Backyard burning and unauthorised incineration are prohibited at all times in all council areas in the Sydney, Wollongong and Newcastle regions, and in other NSW council areas listed in Schedule 1 of the Clean Air Regulation.

When can fires be lit outside?

To protect the environment and your health, there are only certain situations when fires can be lit outside in NSW. These include:

  • To cook a barbecue in the open
  • Maintain or use a fire for recreational purposes, such as camping, picnicking, scouting
  • Eligible hazard reduction work
  • Some agricultural purposes
  • Authorised fire-fighting training.

Backyard fire pits

You do not need Council approval for a backyard fire pit in the local government area.

Whilst fire pits are not specifically listed in the Protection of the Environment Operations (Clean Air) Regulation, they are concerned as 'similar outdoor activities'. 

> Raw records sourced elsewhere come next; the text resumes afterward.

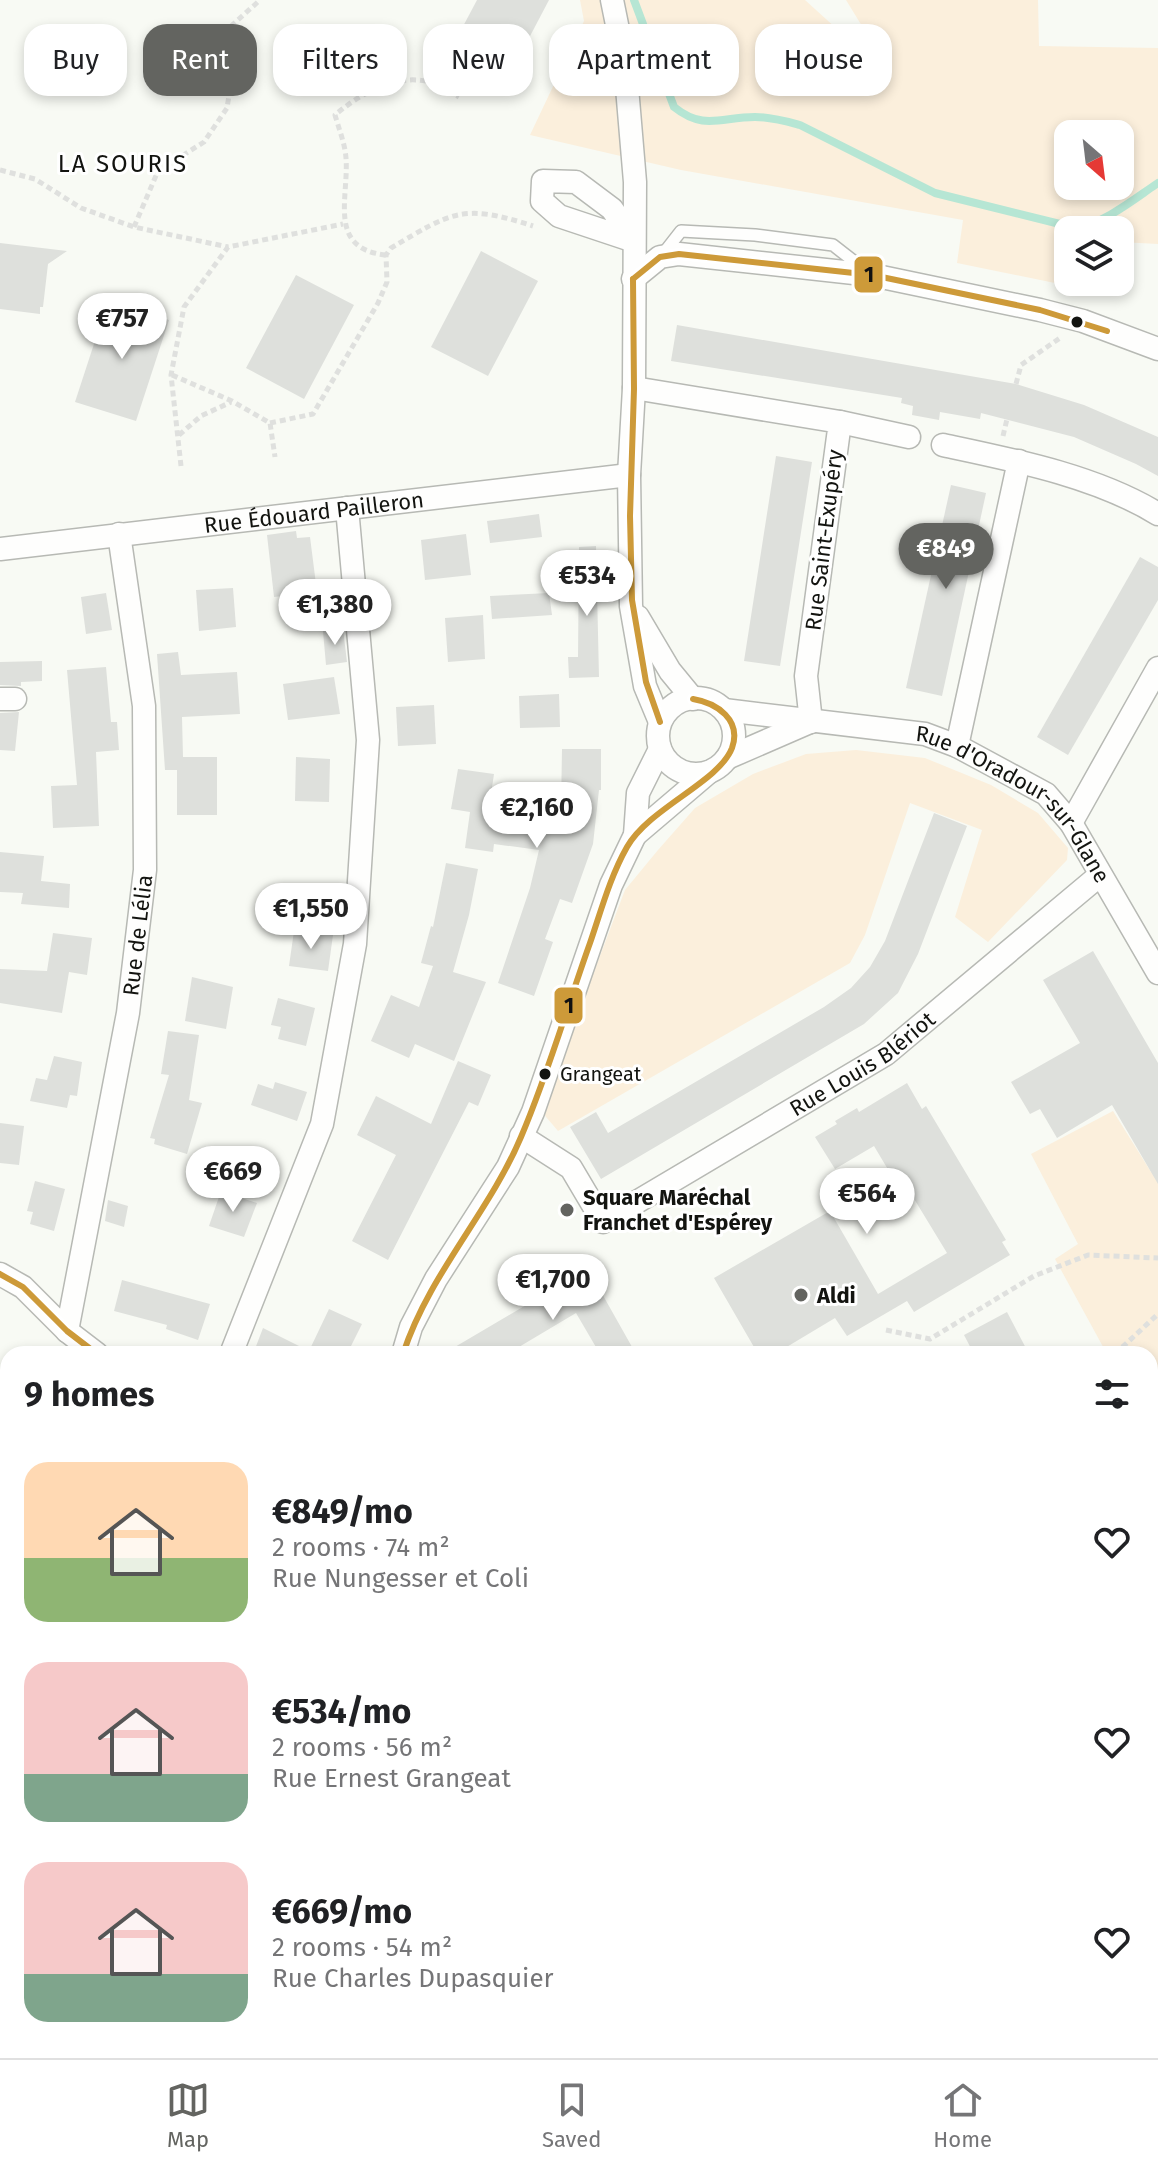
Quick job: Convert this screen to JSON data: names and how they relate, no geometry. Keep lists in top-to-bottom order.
{
  "streets": {
    "street": [
      "Rue Édouard Pailleron",
      "Rue Saint-Exupéry",
      "Rue d'Oradour-sur-Glane",
      "Rue de Lélia",
      "Rue Louis Blériot"
    ]
  },
  "crossings": [
    ["Rue Édouard Pailleron", "Rue de Lélia"],
    ["Rue Saint-Exupéry", "Rue d'Oradour-sur-Glane"],
    ["Rue d'Oradour-sur-Glane", "Rue Louis Blériot"]
  ],
  "districts": ["LA SOURIS"],
  "places": ["Grangeat", "Square Maréchal Franchet d'Espérey", "Aldi"],
  "lines": ["transit line 1"],
  "north": "bottom right",
  "page": {
    "chip": [
      "Buy",
      "Rent",
      "Filters",
      "New",
      "Apartment",
      "House"
    ],
    "price": [
      "€757",
      "€849",
      "€534",
      "€1,380",
      "€2,160",
      "€1,550",
      "€669",
      "€564",
      "€1,700"
    ],
    "heading": "9 homes",
    "list": [
      {
        "name": "€849/mo",
        "note": "2 rooms · 74 m² · Rue Nungesser et Coli"
      },
      {
        "name": "€534/mo",
        "note": "2 rooms · 56 m² · Rue Ernest Grangeat"
      },
      {
        "name": "€669/mo",
        "note": "2 rooms · 54 m² · Rue Charles Dupasquier"
      }
    ],
    "tabs": ["Map", "Saved", "Home"]
  }
}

Fire pits must only use dry seasoned wood, liquid petroleum gas (LPG), natural gas or preparatory barbecue fuel (including a small quantity of fire starter). Anything else that causes excessive smoke is not allowed. 

Council can take action if fire pits produce excessive smoke for the surrounding residents. 

Refer to the NSW Rural Fires Service Lighting a fire - Quick Facts (PDF) for an overview of days and your responsibilities when lighting a fire.

Before you light that fire (PDF) provides advice for landowners that are planning to burn vegetation on their property.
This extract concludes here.